The issue that you raise concerns whether eligibility for free tuition under KRS 164.2842 may be based on disability incurred prior to as well as after the date mentioned in the newsletter, October 1, 1987.
It is the Opinion of this Office that as of the effective date of the amendment to KRS 164.2841, on July 13, 1991, the spouse or any child of a permanently and totally disabled law enforcement officer, firefighter or volunteer firefighter became eligible for free tuition at state-supported schools, regardlesss of when the disability occurred. As you point out, the General Assembly has not made eligibility for benefits contingent on the occurrence of disability of an officer as of a particular date. Therefore, the eligibility does not occur as of October 1, 1989, but on the effective date of the act.
Moreover, when KRS 164.2841 makes available benefits as of July 13, 1991, regardless of when the disability of the officer occurred, that is not a retroactive application of the statute, prohibited by KRS 446.080(3). It is well established in Kentucky that a statute is retroactive in effect only when it is applied to rights that were acquired prior to its enactment.
Dumesnil v. Reeves, 283 Ky. 563, 142 S.W.2d 132 (1940).

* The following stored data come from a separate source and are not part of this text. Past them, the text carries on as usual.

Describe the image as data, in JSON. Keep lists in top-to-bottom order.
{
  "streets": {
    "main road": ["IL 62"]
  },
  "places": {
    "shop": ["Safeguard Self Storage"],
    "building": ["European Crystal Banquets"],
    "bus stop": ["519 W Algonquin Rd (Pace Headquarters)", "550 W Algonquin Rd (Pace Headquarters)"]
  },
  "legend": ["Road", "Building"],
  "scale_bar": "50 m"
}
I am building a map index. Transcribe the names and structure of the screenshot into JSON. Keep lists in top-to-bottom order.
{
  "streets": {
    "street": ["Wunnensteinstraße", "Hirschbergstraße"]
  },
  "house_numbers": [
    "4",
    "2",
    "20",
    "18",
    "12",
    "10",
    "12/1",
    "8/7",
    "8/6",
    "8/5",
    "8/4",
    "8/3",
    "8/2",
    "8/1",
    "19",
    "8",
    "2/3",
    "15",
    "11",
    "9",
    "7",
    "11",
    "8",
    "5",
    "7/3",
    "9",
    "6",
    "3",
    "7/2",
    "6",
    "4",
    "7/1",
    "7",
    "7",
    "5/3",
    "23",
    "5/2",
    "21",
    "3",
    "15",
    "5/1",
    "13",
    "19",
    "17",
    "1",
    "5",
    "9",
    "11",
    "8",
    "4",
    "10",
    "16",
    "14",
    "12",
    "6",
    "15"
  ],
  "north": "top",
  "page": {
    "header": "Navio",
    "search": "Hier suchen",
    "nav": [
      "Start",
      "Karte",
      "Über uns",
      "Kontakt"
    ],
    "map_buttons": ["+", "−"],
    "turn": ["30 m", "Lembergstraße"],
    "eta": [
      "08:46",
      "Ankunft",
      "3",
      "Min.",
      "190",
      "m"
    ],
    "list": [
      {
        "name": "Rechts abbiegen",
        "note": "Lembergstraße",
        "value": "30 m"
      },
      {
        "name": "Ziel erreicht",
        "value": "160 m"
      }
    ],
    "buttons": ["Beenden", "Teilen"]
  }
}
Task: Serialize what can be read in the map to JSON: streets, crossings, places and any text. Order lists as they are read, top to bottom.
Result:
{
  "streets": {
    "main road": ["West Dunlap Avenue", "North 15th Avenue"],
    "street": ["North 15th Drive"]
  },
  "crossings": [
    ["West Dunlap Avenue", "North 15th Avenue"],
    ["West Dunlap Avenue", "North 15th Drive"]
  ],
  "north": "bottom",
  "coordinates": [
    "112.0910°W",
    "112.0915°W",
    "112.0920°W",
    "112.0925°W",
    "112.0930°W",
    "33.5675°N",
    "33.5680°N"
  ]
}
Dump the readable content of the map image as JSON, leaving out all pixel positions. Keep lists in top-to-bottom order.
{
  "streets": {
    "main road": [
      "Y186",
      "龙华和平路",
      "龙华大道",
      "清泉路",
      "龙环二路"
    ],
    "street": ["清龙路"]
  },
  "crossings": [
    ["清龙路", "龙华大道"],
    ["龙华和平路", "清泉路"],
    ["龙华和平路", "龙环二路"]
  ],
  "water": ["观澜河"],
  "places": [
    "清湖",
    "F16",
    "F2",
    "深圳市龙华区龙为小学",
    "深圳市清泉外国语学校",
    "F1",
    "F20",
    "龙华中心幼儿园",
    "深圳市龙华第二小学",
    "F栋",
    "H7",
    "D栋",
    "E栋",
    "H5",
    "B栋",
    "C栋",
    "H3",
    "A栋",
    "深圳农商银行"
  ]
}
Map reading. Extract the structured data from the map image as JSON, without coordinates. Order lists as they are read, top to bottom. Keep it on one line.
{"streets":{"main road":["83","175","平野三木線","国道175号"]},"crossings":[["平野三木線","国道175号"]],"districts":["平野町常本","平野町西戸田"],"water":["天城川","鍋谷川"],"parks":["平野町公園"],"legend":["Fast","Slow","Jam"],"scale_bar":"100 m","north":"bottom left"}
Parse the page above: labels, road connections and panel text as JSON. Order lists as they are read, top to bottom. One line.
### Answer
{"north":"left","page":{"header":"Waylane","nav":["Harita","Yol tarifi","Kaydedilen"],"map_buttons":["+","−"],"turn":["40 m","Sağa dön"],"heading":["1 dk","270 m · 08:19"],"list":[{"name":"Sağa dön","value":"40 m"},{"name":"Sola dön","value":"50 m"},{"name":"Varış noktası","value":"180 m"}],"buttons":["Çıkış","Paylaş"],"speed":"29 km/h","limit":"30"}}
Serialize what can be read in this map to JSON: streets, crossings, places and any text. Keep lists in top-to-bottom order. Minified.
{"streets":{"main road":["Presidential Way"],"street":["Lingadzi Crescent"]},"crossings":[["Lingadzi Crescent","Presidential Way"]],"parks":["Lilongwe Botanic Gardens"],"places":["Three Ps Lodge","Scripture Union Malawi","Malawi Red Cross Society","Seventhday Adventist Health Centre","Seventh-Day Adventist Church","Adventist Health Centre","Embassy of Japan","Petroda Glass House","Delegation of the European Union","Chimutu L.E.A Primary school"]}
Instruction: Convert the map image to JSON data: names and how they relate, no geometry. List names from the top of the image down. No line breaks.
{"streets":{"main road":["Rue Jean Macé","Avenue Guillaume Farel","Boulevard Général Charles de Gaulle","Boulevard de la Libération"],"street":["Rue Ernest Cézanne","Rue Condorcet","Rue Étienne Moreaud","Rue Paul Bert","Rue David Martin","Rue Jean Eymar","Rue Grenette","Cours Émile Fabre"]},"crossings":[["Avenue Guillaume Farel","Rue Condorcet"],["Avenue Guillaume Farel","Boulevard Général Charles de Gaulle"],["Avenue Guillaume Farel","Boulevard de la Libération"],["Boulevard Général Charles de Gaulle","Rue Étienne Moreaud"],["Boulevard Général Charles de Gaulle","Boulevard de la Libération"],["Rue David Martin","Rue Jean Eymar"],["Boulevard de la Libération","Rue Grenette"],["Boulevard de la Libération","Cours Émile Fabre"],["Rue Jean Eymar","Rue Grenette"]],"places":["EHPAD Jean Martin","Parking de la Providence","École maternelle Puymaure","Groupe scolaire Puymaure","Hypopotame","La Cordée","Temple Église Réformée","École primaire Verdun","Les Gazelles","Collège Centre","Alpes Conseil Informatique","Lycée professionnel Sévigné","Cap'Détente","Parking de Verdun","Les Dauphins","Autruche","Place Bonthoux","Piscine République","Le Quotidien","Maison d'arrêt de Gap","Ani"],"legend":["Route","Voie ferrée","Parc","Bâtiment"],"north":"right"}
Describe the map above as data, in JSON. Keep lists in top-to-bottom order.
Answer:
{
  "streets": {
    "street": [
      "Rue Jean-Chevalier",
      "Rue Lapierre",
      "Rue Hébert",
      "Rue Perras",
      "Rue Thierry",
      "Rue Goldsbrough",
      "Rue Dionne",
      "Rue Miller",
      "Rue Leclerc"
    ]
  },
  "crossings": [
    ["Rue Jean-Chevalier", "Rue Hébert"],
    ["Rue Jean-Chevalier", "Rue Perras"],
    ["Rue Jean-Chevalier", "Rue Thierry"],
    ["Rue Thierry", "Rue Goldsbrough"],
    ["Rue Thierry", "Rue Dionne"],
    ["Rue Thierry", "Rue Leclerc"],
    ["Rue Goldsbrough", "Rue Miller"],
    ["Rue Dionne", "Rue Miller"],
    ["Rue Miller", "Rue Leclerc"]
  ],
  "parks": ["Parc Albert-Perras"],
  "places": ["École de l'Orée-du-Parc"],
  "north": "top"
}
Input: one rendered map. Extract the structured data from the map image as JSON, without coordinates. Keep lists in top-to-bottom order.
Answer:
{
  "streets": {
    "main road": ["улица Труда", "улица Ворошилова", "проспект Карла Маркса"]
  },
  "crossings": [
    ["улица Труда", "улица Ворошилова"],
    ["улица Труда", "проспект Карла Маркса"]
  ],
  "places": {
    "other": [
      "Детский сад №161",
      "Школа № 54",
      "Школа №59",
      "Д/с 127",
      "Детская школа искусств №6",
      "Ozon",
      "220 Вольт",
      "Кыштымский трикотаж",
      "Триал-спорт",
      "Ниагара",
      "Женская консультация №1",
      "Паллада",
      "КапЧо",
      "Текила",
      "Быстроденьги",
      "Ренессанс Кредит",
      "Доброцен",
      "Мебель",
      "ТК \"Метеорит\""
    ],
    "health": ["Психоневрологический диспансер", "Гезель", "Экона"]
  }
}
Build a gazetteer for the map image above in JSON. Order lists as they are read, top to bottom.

In the case at hand, no rights to tuition existed prior to the enactment of the amendment to KRS 164.2842 which would be harmed or diminished by the act.
Therefore, as of July 13, 1991, the effective date of the amendment to KRS 164.2842, the spouse or any child of a law enforcement officer or firefighter who became disabled due to injury while in active service, or while in training for active service, became eligible for free tuition at state supported schools, assuming all other statutory criteria have been met.